• [What to work on] All entries below must be written out verbatim, and the images must be dropped.

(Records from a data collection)
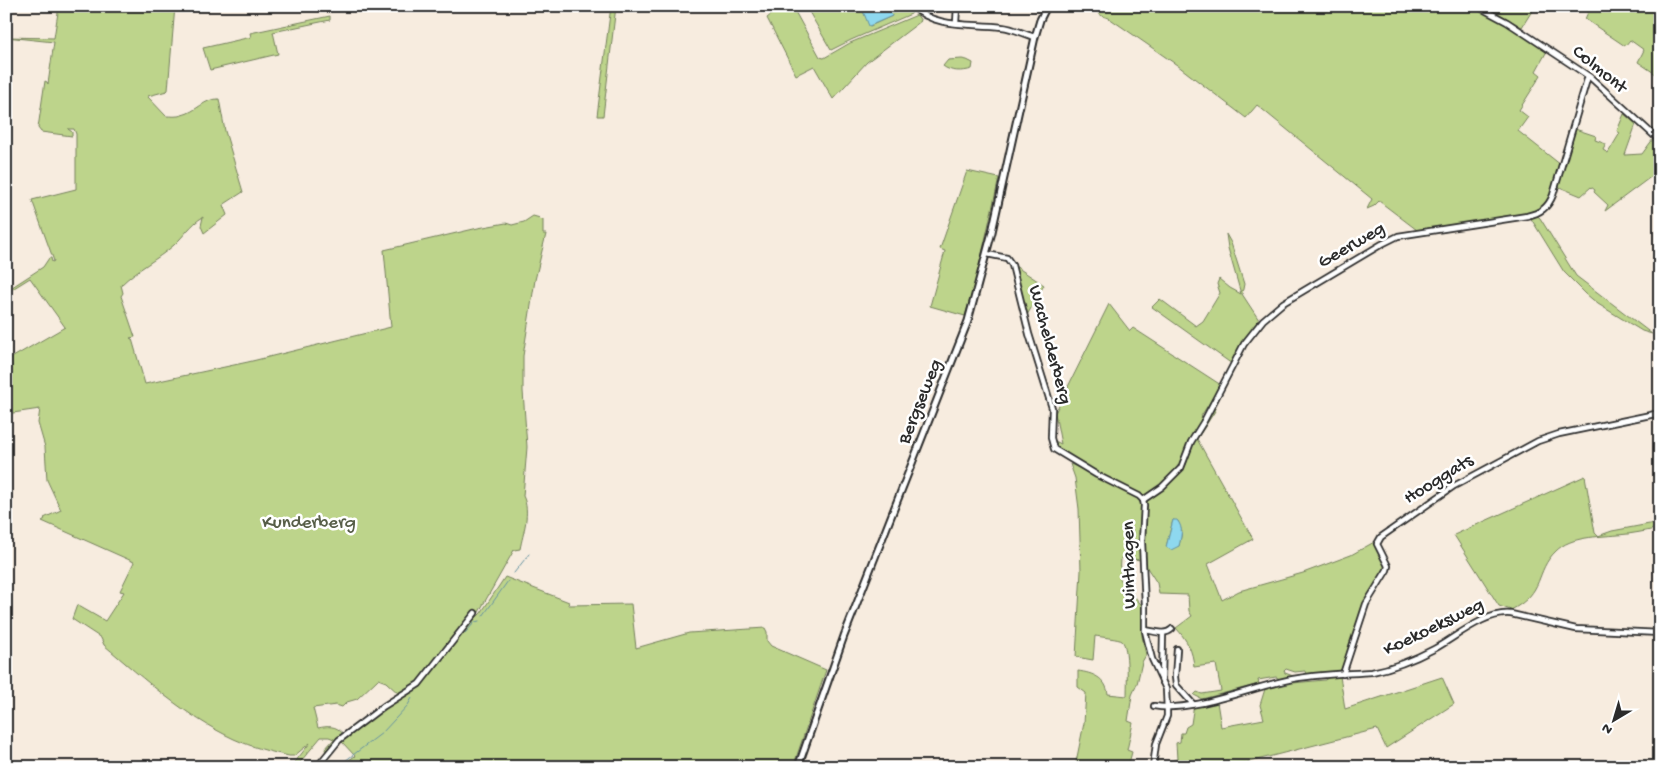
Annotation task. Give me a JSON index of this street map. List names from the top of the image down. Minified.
{"streets":{"street":["Colmont","Geerweg","Wachelderberg","Bergseweg","Hooggats","Winthagen","Koekoeksweg"]},"crossings":[["Colmont","Geerweg"],["Geerweg","Wachelderberg"],["Geerweg","Winthagen"],["Wachelderberg","Bergseweg"],["Wachelderberg","Winthagen"],["Hooggats","Koekoeksweg"]],"parks":["Kunderberg"],"north":"bottom left"}
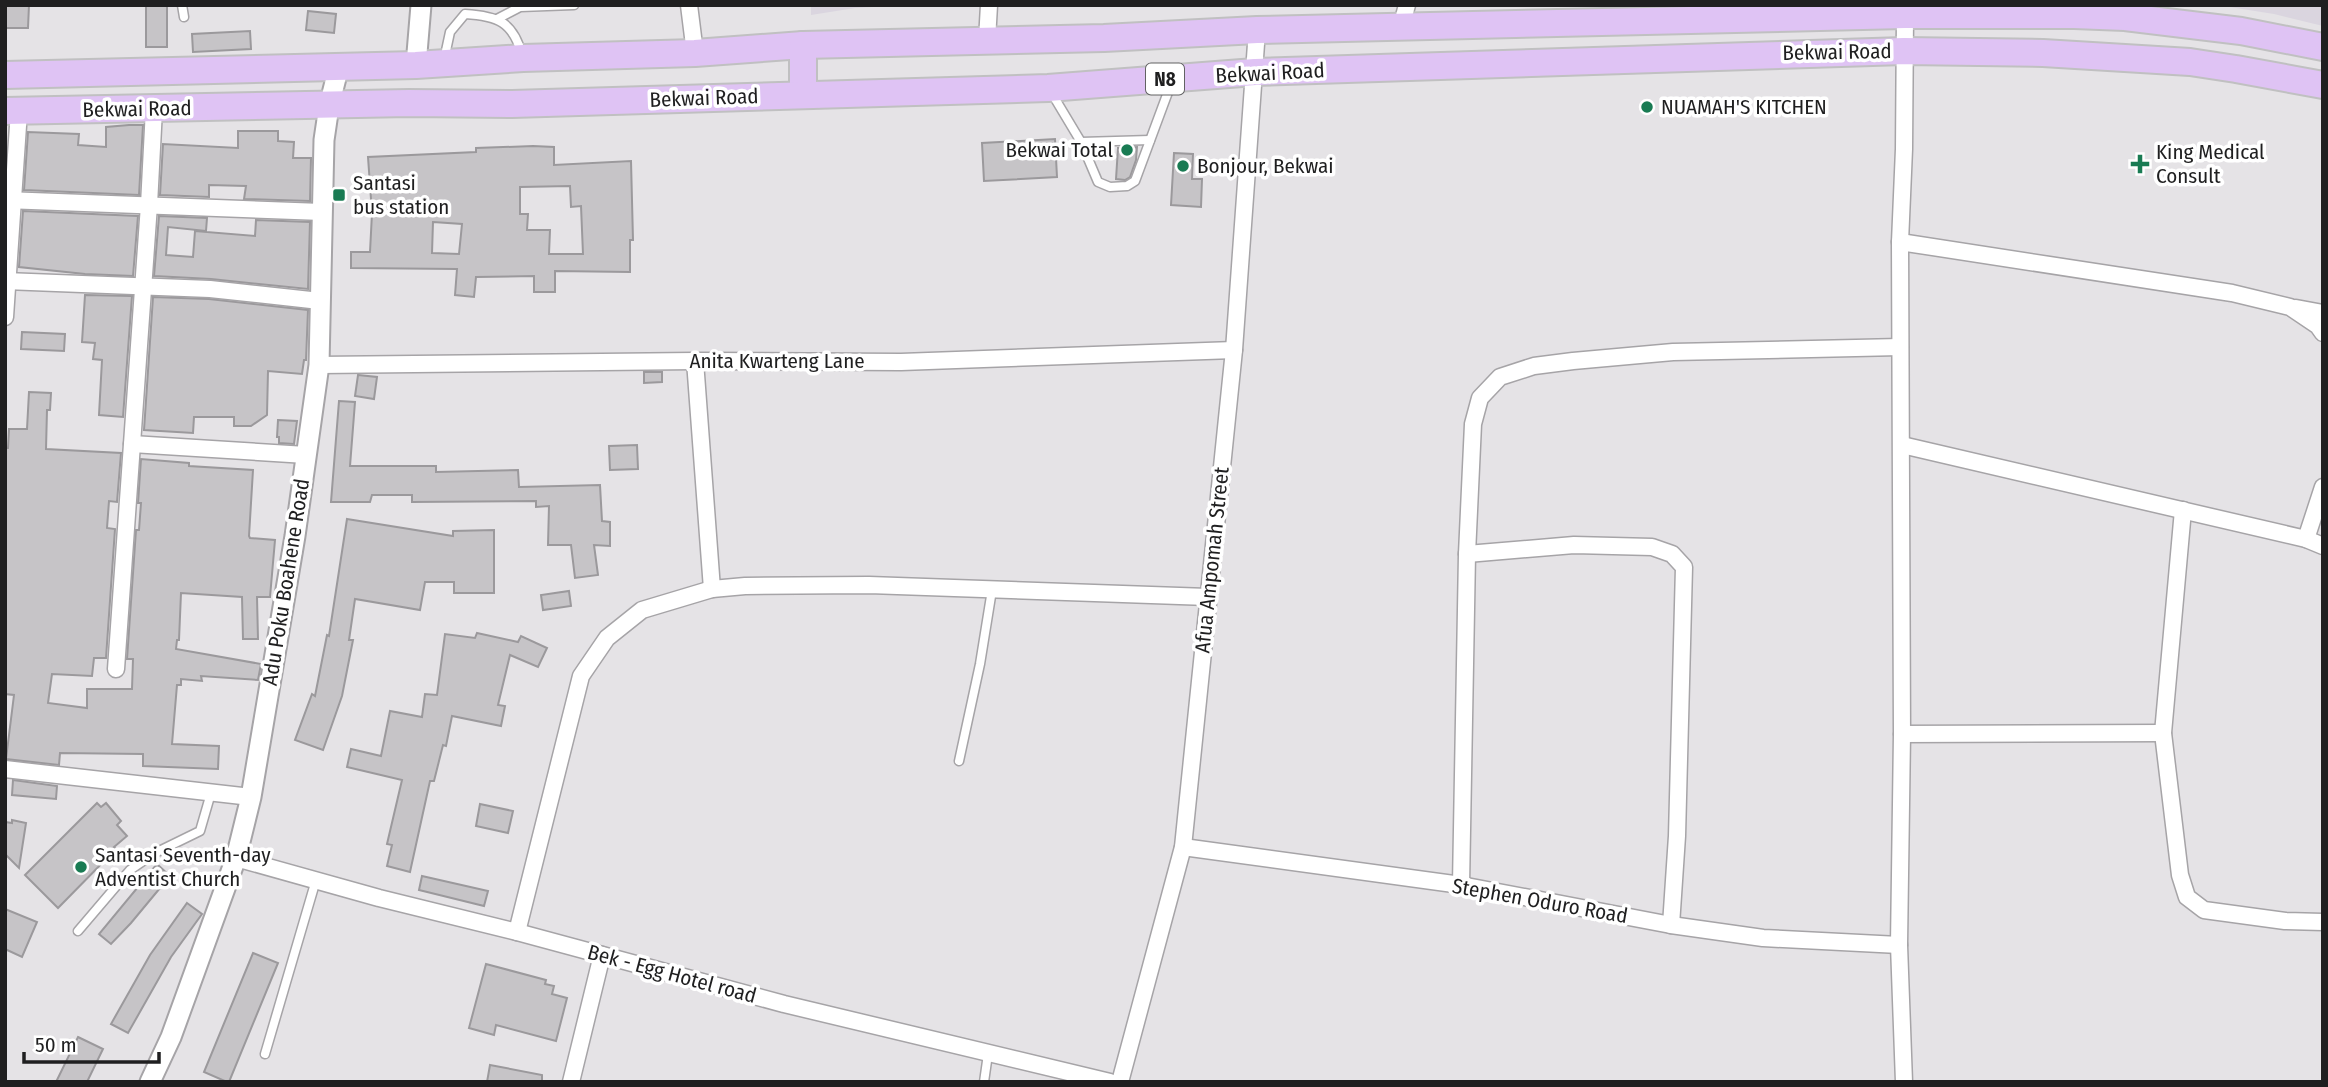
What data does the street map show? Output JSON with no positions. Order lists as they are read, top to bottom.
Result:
{
  "streets": {
    "highway": ["Bekwai Road", "N8"],
    "street": [
      "Anita Kwarteng Lane",
      "Afua Ampomah Street",
      "Adu Poku Boahene Road",
      "Stephen Oduro Road",
      "Bek - Egg Hotel road"
    ]
  },
  "crossings": [
    ["Bekwai Road", "Afua Ampomah Street"],
    ["Bekwai Road", "Adu Poku Boahene Road"],
    ["Anita Kwarteng Lane", "Afua Ampomah Street"],
    ["Anita Kwarteng Lane", "Adu Poku Boahene Road"],
    ["Afua Ampomah Street", "Stephen Oduro Road"],
    ["Adu Poku Boahene Road", "Bek - Egg Hotel road"]
  ],
  "places": {
    "other": [
      "NUAMAH'S KITCHEN",
      "Bekwai Total",
      "Bonjour, Bekwai",
      "Santasi Seventh-day Adventist Church"
    ],
    "health": ["King Medical Consult"],
    "transit": ["Santasi bus station"]
  },
  "scale_bar": "50 m"
}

• [Response]
Annotation task. Give me a JSON index of this street map. List names from the top of the image down. Minified.
{"streets":{"street":["Colmont","Geerweg","Wachelderberg","Bergseweg","Hooggats","Winthagen","Koekoeksweg"]},"crossings":[["Colmont","Geerweg"],["Geerweg","Wachelderberg"],["Geerweg","Winthagen"],["Wachelderberg","Bergseweg"],["Wachelderberg","Winthagen"],["Hooggats","Koekoeksweg"]],"parks":["Kunderberg"],"north":"bottom left"}
What data does the street map show? Output JSON with no positions. Order lists as they are read, top to bottom.
Result:
{
  "streets": {
    "highway": ["Bekwai Road", "N8"],
    "street": [
      "Anita Kwarteng Lane",
      "Afua Ampomah Street",
      "Adu Poku Boahene Road",
      "Stephen Oduro Road",
      "Bek - Egg Hotel road"
    ]
  },
  "crossings": [
    ["Bekwai Road", "Afua Ampomah Street"],
    ["Bekwai Road", "Adu Poku Boahene Road"],
    ["Anita Kwarteng Lane", "Afua Ampomah Street"],
    ["Anita Kwarteng Lane", "Adu Poku Boahene Road"],
    ["Afua Ampomah Street", "Stephen Oduro Road"],
    ["Adu Poku Boahene Road", "Bek - Egg Hotel road"]
  ],
  "places": {
    "other": [
      "NUAMAH'S KITCHEN",
      "Bekwai Total",
      "Bonjour, Bekwai",
      "Santasi Seventh-day Adventist Church"
    ],
    "health": ["King Medical Consult"],
    "transit": ["Santasi bus station"]
  },
  "scale_bar": "50 m"
}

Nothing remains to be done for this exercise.